A tour which itself provides telling evidence for the healthiness of a hiatus and self interest for a band's longevity. Striking fast and hard with the crowd pleasing 'Roseability' this Idlewild is immediately the superior to that which I saw towards the tail end of promotion of last album 'Warnings/Promises'. Gone is the timidity in the reaction to songs such as 'El Capitan' and 'Love Steals Us From Loneliness', stripped of their orchestral bombast and siting themselves nicely in the top tier of the band's multi layered anthem tiara. Each old hit is played with the passion with which it was initially committed to paper and greeted with partisan gusto by a crowd savouring the high life array of treats. Tonight this was Idlewild playing with us, throwing away 'When I Argue I See Shapes' early on in the set and lining up song after song to equal its usual unparalleled singalong greatness. Tonight centre stage was given to rarely played gems such as '100 Broken Windows' hushed anchors 'Bronze Medal' and 'Quiet Crown', whose refrain '...what should I take with me to the North?' was sung with equal vim as the more obvious choruses of 'Modern Way of Letting Go' and 'American English'.
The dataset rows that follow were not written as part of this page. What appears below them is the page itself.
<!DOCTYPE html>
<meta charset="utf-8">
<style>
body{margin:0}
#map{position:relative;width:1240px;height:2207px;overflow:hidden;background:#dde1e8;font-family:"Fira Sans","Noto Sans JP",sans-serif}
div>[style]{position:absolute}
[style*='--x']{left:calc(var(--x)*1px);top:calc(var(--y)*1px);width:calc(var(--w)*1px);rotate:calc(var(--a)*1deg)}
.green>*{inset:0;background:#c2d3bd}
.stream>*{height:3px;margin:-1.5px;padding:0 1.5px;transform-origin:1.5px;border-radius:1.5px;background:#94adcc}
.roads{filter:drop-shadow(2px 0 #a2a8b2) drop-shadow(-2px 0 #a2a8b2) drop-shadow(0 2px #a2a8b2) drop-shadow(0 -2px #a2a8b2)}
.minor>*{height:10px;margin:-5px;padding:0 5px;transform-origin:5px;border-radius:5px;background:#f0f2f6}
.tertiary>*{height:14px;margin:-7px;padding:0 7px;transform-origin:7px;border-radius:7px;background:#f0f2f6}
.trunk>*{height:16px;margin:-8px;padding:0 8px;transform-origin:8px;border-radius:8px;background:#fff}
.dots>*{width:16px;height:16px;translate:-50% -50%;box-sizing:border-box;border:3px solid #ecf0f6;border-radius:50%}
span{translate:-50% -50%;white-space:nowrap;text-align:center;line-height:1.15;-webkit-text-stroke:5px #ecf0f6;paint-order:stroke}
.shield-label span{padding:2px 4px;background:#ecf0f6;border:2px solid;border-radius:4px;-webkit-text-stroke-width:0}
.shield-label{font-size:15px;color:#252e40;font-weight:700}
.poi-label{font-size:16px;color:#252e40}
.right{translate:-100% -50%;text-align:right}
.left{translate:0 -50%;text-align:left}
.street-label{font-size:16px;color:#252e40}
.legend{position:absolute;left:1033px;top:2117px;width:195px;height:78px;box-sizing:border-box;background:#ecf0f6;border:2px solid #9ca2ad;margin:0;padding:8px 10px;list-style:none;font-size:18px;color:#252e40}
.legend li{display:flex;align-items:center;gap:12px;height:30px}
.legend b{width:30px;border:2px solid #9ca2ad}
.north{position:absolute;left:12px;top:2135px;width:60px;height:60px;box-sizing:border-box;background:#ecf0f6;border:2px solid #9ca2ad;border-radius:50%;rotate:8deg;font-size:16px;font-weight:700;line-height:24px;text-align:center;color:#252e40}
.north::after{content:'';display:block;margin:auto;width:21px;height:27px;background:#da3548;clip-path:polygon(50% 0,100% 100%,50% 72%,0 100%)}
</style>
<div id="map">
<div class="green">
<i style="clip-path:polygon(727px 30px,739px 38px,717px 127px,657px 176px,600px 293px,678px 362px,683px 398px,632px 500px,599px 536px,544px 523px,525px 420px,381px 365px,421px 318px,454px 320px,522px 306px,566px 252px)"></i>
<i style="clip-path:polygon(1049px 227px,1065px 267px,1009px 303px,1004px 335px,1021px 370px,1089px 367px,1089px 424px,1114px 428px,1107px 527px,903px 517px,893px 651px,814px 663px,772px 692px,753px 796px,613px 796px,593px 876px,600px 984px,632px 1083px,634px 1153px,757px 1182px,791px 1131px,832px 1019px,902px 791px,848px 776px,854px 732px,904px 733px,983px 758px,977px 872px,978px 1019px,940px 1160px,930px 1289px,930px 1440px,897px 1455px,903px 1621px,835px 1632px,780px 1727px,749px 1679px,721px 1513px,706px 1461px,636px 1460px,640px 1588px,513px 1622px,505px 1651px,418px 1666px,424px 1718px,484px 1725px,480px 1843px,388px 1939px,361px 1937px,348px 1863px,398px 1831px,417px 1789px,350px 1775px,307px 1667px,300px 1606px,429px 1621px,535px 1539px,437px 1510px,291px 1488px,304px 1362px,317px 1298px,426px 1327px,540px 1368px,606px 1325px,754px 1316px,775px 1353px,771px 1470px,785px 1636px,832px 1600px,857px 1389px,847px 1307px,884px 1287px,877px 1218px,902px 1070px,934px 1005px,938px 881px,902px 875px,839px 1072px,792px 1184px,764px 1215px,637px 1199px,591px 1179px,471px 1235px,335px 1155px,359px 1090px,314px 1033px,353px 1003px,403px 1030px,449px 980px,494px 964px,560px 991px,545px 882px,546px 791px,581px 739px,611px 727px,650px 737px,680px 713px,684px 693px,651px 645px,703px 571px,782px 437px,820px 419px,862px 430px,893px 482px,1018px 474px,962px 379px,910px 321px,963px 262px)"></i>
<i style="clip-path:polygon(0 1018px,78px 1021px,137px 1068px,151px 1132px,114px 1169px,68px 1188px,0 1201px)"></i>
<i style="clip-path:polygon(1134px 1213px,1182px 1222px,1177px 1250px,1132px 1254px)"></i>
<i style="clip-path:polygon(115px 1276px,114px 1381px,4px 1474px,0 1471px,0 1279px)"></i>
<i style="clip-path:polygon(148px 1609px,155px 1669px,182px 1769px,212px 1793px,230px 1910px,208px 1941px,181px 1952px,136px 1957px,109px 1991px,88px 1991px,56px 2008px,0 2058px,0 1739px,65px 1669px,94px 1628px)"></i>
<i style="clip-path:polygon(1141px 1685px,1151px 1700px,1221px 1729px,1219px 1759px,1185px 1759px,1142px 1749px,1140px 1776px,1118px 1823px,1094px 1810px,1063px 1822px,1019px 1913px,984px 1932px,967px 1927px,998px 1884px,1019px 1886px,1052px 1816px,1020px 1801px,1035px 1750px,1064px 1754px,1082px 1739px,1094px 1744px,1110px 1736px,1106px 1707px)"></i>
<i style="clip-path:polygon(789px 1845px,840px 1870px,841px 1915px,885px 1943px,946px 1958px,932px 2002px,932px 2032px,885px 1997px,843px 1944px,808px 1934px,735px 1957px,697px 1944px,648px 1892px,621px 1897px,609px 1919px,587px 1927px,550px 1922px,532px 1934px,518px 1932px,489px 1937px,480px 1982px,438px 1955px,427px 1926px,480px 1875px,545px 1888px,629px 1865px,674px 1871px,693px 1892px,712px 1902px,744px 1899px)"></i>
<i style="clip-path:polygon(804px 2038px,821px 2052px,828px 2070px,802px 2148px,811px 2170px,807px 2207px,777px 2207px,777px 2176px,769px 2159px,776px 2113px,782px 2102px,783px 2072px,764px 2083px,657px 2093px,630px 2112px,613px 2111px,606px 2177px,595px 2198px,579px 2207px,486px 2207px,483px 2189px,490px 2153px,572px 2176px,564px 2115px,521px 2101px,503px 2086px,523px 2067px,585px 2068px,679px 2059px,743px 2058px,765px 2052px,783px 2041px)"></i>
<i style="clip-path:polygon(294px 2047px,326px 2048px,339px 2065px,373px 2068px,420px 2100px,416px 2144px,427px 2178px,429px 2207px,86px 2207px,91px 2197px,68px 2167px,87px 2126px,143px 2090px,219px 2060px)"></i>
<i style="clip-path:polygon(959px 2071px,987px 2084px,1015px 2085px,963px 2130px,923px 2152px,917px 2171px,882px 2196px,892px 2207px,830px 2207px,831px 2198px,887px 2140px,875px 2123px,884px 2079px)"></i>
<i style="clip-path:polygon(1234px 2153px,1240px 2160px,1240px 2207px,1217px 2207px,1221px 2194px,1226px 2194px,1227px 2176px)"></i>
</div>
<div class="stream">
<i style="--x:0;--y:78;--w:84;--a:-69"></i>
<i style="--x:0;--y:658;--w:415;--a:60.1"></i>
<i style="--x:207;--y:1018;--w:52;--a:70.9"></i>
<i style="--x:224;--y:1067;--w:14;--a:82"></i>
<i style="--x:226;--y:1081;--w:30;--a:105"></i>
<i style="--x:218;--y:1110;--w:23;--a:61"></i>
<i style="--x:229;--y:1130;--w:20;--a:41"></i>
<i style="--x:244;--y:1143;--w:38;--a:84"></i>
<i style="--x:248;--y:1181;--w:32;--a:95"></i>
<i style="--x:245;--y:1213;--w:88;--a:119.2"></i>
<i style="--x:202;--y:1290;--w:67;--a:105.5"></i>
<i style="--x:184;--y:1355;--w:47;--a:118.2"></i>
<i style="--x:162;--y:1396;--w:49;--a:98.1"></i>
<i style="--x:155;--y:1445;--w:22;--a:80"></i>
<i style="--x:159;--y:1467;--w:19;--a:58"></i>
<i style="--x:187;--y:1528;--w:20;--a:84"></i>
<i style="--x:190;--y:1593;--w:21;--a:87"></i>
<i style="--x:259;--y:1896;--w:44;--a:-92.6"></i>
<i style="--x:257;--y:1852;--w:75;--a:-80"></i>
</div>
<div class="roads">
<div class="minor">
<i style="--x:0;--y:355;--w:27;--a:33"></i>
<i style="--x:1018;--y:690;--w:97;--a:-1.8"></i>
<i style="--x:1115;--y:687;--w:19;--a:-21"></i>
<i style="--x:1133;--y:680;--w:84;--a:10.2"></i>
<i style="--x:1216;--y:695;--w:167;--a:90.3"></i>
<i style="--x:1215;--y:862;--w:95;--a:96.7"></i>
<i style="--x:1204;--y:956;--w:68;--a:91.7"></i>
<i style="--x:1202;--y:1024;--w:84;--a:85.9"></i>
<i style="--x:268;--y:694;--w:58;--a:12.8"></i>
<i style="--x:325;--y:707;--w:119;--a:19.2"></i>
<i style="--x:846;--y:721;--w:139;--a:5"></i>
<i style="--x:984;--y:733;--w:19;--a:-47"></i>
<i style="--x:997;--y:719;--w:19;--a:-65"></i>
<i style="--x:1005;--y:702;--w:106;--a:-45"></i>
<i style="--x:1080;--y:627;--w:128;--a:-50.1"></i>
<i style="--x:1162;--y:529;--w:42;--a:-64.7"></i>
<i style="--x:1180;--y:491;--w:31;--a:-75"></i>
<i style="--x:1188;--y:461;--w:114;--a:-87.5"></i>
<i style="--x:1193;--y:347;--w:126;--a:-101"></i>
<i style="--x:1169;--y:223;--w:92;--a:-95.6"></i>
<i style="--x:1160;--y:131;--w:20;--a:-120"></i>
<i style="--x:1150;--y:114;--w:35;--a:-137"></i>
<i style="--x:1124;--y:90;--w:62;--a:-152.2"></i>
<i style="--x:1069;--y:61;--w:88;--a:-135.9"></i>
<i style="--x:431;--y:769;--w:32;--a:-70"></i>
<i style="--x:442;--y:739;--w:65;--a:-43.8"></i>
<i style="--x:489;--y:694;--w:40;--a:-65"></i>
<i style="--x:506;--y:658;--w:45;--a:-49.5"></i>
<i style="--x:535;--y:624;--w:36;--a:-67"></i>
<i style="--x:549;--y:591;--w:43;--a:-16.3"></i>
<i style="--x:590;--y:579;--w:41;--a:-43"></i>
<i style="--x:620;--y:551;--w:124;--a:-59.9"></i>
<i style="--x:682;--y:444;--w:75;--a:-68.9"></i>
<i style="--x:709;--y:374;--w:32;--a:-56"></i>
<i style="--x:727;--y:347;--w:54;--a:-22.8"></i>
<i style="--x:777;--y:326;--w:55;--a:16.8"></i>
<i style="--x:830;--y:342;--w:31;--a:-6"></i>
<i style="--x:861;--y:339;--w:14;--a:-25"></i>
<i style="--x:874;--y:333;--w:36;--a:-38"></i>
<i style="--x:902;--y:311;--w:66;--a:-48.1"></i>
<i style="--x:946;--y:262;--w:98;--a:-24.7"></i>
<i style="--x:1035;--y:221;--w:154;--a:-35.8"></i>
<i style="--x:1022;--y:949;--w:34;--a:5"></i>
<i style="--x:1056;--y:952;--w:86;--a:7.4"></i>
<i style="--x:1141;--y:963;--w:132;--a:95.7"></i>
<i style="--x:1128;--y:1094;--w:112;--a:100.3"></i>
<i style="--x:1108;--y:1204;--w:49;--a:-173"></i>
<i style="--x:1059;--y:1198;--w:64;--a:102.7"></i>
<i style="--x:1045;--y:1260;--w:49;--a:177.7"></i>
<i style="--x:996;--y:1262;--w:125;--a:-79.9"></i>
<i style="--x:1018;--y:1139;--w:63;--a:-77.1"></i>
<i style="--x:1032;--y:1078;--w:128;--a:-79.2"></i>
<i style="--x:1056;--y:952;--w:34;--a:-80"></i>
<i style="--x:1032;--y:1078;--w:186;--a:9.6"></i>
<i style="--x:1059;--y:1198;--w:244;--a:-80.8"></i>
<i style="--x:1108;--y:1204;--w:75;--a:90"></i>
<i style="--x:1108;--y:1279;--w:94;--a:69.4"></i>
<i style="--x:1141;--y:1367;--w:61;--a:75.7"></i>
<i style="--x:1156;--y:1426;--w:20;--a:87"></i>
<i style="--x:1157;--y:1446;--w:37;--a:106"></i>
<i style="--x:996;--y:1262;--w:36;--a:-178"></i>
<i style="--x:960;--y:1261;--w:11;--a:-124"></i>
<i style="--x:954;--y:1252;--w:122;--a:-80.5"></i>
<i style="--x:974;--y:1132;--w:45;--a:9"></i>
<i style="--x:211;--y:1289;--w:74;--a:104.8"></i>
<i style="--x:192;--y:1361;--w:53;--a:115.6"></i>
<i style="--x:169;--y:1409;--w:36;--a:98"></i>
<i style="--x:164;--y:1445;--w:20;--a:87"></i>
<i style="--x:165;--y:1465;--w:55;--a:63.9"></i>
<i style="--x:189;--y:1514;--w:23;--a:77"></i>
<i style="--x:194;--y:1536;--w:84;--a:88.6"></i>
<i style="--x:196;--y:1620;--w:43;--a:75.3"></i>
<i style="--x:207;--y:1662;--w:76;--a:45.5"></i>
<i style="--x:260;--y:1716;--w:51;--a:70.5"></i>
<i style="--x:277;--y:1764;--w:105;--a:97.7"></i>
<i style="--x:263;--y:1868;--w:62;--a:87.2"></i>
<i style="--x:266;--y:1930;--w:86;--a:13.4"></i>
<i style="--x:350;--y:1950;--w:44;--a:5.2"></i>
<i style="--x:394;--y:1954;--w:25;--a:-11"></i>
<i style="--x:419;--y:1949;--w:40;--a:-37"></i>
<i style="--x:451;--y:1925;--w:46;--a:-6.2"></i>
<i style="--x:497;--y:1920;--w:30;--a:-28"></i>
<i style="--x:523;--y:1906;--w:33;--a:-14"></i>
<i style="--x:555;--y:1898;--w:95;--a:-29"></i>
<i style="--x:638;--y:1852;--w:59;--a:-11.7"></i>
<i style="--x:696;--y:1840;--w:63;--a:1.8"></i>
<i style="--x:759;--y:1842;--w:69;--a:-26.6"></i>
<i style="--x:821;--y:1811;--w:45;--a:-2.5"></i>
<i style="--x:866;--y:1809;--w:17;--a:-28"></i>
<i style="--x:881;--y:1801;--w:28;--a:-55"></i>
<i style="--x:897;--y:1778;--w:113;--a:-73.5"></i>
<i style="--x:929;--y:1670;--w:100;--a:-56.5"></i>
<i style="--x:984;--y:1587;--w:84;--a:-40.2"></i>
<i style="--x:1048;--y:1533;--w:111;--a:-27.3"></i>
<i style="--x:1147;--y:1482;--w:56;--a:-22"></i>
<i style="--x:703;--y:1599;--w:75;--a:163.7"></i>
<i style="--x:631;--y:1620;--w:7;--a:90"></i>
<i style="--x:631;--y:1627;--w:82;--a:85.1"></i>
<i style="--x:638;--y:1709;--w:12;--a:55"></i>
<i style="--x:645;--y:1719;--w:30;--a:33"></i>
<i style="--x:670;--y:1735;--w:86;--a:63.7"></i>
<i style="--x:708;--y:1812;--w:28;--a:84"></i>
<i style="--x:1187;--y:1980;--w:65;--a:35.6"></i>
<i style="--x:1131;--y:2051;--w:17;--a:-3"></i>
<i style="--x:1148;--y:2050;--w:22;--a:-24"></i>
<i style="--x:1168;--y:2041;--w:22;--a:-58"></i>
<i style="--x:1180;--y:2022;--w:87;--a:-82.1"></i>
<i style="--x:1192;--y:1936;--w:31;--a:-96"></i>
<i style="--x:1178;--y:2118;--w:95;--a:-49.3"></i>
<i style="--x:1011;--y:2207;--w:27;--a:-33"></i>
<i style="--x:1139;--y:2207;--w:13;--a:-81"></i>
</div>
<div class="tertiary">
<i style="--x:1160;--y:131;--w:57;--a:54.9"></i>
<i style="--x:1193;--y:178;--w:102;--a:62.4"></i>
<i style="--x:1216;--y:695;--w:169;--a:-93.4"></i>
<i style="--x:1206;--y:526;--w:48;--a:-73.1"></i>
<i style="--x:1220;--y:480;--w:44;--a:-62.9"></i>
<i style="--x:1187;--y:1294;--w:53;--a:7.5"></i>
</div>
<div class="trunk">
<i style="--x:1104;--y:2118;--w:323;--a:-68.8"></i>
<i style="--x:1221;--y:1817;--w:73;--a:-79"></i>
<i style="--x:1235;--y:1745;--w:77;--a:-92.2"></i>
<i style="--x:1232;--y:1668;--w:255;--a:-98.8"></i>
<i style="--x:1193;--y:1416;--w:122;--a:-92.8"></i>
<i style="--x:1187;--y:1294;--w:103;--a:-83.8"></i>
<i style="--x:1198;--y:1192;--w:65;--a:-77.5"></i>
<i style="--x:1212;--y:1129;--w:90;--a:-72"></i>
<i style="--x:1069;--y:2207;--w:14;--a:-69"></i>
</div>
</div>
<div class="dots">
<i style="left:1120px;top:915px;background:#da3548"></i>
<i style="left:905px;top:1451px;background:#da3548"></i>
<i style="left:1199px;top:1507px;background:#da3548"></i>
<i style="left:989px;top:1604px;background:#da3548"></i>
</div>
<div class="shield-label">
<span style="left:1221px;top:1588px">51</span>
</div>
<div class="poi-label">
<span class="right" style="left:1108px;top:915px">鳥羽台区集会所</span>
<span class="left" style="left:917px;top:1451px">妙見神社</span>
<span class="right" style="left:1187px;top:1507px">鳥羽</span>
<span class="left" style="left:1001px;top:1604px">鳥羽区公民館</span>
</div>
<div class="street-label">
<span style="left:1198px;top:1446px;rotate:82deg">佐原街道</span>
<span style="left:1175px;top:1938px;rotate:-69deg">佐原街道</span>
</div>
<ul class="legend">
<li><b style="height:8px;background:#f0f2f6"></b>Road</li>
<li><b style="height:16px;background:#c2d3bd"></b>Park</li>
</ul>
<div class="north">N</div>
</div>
And what of new songs? New hits. You read that right. This is the band who seem to have rediscovered their oeuvre of writing turbo-charged intellecto-pop rock thunderbolts. 'If It Takes You Home' immediately looks at home with the most top rate of Idlewild's bloodthirsty viscera while a song which Roddy proudly boasts 'has a little disco feel' has exactly that and won't sound out of place amongst this cloud of punk funk/new rave gubbins that everyone's taking drugs about nowadays, except it'll still sound like a band who were this good 10 years ago, not in short pants. Some such as 'Ghosts in the Arcade' tread with the shadow of recent output with a Wilco influence on their sleeve and are a winsome treat. Allan Stewart's guitar seems to now perfectly complement that of stalwart Rod Jones.

The sound in the futuristic (complete with merch hatch!) Plug venue is a trifle loud on occasions and doesn't allow the 'blend' of songs to be completely identifiable, though I know them already and this wasn't as huge a problem as it was with the support act. The wonderfully high stage may be the bane of my photographer chum but allows a good vantage for all and must feel like playing atop a Highland Munro. In nostalgic terms this was amongst my gigs of the year and also in terms of future promise. I just hope it won't be spoiled by lazy hacks obsessed with Athens Georgia's top export come album release date, I left licking my lips and with a very happy taste in my mouth and for once it wasn't just the cherry beer.